(Records provided Opens)

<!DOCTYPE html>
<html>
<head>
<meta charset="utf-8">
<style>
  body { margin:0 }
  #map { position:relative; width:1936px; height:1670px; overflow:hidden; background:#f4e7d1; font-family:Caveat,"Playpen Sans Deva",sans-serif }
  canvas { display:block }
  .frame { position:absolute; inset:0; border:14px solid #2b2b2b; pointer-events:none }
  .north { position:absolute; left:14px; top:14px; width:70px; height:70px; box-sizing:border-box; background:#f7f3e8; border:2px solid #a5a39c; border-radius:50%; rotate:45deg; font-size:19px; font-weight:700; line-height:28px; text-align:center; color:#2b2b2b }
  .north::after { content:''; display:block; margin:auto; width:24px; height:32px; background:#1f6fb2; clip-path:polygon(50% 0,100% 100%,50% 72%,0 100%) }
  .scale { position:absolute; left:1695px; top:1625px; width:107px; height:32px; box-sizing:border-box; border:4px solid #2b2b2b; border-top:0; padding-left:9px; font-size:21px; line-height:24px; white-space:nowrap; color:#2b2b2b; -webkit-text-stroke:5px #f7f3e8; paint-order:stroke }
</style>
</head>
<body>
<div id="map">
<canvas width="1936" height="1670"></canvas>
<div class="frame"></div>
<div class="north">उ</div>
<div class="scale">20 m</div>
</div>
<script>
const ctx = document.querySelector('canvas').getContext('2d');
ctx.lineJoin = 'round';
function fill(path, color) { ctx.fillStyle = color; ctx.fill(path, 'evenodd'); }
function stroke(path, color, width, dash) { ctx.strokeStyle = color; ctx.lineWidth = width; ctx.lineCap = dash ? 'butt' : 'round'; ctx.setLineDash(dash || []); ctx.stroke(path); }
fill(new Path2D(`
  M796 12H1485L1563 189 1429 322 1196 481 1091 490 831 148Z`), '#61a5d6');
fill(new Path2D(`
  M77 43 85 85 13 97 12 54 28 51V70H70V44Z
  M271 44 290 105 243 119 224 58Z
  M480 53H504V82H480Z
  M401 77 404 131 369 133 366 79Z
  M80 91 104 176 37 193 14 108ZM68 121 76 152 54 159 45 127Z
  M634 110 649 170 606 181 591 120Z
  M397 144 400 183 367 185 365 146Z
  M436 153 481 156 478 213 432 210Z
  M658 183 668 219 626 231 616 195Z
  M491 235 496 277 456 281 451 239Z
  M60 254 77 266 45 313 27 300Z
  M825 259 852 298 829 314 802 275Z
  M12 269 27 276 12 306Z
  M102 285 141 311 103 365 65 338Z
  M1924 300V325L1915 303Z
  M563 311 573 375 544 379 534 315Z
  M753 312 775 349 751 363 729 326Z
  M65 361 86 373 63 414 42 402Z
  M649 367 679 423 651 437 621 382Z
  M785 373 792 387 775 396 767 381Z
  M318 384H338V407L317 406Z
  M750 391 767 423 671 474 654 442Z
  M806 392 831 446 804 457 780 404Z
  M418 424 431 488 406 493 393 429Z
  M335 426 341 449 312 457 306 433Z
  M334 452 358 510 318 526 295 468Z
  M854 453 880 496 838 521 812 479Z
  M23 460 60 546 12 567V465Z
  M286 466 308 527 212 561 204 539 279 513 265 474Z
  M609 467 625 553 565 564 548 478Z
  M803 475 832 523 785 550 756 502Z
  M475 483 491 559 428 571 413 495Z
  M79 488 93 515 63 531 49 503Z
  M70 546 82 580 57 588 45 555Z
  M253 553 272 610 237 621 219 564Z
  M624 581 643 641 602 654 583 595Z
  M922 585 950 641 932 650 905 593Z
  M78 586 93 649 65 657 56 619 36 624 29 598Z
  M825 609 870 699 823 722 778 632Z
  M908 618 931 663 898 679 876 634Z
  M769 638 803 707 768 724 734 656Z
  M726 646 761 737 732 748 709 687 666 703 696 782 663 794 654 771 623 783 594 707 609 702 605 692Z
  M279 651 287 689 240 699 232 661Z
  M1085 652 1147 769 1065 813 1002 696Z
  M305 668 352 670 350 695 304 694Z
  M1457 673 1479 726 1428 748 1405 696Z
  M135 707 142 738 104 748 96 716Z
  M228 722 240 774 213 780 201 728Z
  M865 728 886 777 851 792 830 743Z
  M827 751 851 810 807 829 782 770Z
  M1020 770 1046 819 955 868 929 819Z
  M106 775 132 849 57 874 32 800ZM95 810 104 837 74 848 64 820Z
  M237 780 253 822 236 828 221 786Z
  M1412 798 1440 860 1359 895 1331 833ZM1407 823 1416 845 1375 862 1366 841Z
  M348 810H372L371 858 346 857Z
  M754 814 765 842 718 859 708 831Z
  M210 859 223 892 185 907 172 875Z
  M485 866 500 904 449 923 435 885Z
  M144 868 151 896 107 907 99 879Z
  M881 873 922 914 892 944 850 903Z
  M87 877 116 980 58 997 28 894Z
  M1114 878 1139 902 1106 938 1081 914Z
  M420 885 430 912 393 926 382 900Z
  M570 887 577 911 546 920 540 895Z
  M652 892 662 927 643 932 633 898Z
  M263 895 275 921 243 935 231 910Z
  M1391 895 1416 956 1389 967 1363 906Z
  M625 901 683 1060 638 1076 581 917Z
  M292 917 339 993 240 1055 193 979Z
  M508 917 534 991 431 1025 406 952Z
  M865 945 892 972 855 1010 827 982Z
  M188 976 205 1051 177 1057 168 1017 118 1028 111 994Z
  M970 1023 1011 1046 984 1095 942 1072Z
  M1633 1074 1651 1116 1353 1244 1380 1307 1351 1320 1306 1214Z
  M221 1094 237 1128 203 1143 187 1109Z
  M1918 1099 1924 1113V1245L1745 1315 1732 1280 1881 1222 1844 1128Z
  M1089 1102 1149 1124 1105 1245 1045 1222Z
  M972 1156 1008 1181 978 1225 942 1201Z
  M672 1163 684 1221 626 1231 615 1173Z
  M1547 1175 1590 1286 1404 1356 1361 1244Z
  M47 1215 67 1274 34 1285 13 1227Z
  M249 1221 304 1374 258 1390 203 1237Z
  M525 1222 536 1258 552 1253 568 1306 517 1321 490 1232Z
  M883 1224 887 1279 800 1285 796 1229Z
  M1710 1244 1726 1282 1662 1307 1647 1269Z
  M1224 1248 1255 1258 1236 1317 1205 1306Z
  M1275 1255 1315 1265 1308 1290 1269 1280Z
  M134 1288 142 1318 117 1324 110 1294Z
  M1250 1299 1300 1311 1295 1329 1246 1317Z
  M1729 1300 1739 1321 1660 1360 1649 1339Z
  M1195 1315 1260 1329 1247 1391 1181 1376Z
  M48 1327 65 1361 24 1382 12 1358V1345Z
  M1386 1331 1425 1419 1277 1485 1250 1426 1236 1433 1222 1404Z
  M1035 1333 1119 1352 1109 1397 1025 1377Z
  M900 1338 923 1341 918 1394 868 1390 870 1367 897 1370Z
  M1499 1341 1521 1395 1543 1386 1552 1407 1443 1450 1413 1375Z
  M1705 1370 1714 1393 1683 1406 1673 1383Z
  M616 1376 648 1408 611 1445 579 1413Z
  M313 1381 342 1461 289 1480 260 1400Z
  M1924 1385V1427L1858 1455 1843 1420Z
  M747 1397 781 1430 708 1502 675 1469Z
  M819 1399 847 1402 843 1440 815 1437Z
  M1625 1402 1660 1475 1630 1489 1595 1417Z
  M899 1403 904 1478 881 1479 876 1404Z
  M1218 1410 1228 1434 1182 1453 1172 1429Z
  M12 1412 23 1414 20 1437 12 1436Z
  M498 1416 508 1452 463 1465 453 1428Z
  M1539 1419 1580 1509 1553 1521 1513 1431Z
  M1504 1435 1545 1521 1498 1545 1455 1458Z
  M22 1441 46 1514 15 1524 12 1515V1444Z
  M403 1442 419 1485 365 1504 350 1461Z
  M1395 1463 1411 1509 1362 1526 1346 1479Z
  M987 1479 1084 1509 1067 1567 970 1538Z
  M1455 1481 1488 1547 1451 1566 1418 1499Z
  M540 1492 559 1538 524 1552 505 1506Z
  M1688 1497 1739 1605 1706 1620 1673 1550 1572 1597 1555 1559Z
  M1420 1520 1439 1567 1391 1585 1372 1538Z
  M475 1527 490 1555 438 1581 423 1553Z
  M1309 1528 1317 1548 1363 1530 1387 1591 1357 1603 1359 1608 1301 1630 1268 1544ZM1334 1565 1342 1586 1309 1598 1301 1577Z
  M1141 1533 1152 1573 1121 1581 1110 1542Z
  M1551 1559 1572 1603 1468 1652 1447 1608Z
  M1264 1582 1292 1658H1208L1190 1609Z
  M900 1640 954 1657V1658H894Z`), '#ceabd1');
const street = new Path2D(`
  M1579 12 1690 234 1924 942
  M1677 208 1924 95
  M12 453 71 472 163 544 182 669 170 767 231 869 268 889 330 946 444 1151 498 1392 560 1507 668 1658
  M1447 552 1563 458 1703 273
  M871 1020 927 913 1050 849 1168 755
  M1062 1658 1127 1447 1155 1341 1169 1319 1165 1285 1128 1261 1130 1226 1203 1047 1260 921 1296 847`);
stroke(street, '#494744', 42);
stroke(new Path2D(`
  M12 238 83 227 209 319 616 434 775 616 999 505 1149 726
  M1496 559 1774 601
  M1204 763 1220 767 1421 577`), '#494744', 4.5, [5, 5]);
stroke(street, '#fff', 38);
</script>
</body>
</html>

(Records provided Closes)

## Work required
Scan the material for lines with the word "canvas", and copy each line you find.

## Solution for this task
  canvas { display:block }
<canvas width="1936" height="1670"></canvas>
const ctx = document.querySelector('canvas').getContext('2d');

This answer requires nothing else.